Extracted data >>
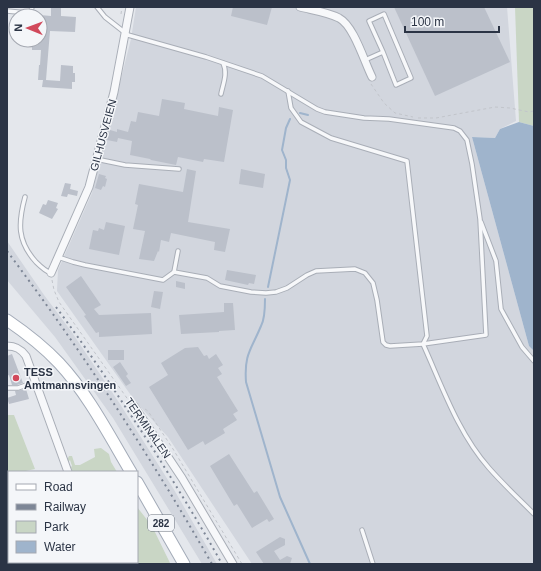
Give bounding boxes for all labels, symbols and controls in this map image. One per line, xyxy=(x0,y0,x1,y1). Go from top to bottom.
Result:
north arrow xyxy=(8,8,48,48)
scale bar xyxy=(405,8,499,34)
text: 100 m xyxy=(411,15,444,29)
text: N xyxy=(12,24,24,32)
street label: GILHUSVEIEN xyxy=(88,98,118,172)
place label: TESS Amtmannsvingen xyxy=(24,366,117,391)
marker: TESS Amtmannsvingen xyxy=(11,373,21,383)
street label: TERMINALEN xyxy=(123,396,173,461)
legend xyxy=(8,471,138,563)
text: Road xyxy=(44,480,73,494)
text: Railway xyxy=(44,500,86,514)
road number: 282 xyxy=(148,515,174,531)
text: Park xyxy=(44,520,70,534)
text: Water xyxy=(44,540,76,554)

Exercise directions >>
Everything in the entries above should be returned exactly, apart from the pictures.

Response box >>
Give bounding boxes for all labels, symbols and controls in this map image. One per line, xyxy=(x0,y0,x1,y1). Go from top to bottom.
Result:
north arrow xyxy=(8,8,48,48)
scale bar xyxy=(405,8,499,34)
text: 100 m xyxy=(411,15,444,29)
text: N xyxy=(12,24,24,32)
street label: GILHUSVEIEN xyxy=(88,98,118,172)
place label: TESS Amtmannsvingen xyxy=(24,366,117,391)
marker: TESS Amtmannsvingen xyxy=(11,373,21,383)
street label: TERMINALEN xyxy=(123,396,173,461)
legend xyxy=(8,471,138,563)
text: Road xyxy=(44,480,73,494)
text: Railway xyxy=(44,500,86,514)
road number: 282 xyxy=(148,515,174,531)
text: Park xyxy=(44,520,70,534)
text: Water xyxy=(44,540,76,554)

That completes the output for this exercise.